Dataset entries:
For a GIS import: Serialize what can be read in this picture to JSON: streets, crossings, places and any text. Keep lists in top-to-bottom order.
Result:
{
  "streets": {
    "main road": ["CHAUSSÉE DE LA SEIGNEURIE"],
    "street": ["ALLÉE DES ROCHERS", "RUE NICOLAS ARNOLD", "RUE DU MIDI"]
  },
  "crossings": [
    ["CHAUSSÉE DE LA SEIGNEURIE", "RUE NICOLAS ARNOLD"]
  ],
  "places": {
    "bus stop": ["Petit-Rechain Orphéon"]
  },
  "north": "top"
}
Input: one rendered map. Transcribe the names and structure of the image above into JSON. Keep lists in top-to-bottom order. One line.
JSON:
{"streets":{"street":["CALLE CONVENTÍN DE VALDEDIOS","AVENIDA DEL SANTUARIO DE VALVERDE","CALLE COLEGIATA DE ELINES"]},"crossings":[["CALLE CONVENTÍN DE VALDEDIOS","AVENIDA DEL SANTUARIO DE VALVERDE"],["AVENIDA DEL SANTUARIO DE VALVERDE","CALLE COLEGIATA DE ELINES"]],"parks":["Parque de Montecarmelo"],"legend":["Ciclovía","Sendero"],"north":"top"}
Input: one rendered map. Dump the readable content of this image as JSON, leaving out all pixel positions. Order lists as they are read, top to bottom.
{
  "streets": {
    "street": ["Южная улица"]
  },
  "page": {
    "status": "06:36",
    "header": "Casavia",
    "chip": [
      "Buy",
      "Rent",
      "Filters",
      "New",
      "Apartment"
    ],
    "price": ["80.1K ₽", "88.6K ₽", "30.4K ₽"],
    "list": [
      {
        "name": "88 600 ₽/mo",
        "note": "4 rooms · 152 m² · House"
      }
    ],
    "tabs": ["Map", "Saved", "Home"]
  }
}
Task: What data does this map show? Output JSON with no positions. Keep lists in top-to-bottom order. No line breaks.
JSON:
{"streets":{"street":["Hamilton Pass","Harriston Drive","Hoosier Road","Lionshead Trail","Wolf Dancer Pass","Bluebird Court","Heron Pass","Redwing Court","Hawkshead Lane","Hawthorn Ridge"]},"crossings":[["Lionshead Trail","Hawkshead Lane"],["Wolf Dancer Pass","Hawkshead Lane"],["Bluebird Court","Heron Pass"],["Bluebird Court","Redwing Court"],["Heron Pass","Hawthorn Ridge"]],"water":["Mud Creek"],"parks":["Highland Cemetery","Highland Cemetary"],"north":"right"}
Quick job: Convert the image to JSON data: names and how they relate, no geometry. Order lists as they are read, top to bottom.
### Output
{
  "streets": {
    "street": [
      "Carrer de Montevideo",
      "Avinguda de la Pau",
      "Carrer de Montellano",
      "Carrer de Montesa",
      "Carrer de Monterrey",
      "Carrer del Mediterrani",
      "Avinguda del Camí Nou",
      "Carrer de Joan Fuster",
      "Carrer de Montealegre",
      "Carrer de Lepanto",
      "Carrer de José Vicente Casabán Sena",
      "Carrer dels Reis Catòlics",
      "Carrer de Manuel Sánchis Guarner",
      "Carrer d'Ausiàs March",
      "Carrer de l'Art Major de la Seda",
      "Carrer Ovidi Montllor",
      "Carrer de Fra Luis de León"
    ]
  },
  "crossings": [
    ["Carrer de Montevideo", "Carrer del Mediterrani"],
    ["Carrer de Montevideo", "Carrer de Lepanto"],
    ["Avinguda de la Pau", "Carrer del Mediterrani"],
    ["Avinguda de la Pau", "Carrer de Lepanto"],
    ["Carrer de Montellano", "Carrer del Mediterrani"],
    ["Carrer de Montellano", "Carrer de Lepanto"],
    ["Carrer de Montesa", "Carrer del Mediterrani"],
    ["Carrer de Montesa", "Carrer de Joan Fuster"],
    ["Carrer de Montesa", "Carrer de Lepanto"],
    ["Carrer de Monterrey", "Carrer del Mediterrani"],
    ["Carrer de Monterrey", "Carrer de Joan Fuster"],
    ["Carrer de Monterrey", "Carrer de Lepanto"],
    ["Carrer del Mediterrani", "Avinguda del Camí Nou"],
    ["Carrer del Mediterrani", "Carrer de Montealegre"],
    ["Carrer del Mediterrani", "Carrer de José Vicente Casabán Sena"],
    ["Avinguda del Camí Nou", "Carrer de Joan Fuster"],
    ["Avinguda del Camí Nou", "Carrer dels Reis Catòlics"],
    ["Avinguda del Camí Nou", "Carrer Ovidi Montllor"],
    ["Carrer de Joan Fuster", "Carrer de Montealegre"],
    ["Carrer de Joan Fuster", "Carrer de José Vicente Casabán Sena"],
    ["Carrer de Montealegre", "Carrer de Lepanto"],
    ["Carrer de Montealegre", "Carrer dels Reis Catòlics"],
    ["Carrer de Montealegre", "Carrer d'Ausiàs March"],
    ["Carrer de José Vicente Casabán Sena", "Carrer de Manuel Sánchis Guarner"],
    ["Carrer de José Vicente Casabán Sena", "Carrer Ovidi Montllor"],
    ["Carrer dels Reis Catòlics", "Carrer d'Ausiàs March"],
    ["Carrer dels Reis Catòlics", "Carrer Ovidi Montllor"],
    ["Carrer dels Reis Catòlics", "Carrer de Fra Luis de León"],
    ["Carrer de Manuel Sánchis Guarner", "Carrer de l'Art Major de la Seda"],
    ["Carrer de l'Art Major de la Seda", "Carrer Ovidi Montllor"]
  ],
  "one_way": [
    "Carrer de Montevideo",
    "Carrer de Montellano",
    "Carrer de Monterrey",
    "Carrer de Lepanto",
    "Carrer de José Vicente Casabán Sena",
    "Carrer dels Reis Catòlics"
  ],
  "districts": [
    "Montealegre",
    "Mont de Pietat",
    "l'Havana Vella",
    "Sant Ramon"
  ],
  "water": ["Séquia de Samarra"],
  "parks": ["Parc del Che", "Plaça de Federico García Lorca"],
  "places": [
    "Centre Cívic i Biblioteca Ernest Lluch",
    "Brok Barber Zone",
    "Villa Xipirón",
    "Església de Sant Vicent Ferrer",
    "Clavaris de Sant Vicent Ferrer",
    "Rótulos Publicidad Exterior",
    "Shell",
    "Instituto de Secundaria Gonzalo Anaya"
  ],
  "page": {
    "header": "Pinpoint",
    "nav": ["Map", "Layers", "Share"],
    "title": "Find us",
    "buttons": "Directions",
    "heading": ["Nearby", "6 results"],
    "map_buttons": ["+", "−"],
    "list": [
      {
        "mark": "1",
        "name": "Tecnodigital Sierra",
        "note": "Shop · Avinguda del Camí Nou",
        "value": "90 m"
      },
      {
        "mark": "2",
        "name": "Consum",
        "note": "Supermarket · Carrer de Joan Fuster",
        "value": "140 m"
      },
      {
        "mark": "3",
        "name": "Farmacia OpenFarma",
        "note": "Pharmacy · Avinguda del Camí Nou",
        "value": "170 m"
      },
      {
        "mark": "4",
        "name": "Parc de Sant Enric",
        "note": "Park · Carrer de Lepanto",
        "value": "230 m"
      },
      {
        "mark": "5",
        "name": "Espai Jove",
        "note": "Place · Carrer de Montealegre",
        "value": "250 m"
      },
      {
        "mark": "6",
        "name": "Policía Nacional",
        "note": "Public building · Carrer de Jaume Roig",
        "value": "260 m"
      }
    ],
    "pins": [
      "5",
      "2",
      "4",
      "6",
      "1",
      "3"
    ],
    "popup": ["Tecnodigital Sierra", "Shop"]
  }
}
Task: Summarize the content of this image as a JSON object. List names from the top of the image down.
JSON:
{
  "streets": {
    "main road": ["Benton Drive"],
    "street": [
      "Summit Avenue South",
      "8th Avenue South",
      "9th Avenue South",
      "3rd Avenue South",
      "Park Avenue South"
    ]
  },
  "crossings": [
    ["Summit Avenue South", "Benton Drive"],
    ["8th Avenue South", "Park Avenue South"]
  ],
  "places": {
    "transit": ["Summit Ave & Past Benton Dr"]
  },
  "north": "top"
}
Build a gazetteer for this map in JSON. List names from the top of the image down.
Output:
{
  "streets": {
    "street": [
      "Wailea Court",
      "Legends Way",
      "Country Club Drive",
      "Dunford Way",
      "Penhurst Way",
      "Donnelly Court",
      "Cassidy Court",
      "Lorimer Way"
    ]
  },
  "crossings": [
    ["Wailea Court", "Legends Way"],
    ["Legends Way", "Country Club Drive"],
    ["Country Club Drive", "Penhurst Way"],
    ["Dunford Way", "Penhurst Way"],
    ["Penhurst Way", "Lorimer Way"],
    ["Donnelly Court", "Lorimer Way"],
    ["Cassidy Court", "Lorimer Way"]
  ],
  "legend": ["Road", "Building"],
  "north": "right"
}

*Problem description:*
Nothing beyond the line containing "Input: one rendered map. Transcribe" is to be output; the lines above, from the first one onward to that line, are to be transcribed exactly.

*Task solution:*
For a GIS import: Serialize what can be read in this picture to JSON: streets, crossings, places and any text. Keep lists in top-to-bottom order.
Result:
{
  "streets": {
    "main road": ["CHAUSSÉE DE LA SEIGNEURIE"],
    "street": ["ALLÉE DES ROCHERS", "RUE NICOLAS ARNOLD", "RUE DU MIDI"]
  },
  "crossings": [
    ["CHAUSSÉE DE LA SEIGNEURIE", "RUE NICOLAS ARNOLD"]
  ],
  "places": {
    "bus stop": ["Petit-Rechain Orphéon"]
  },
  "north": "top"
}
Input: one rendered map. Transcribe the names and structure of the image above into JSON. Keep lists in top-to-bottom order. One line.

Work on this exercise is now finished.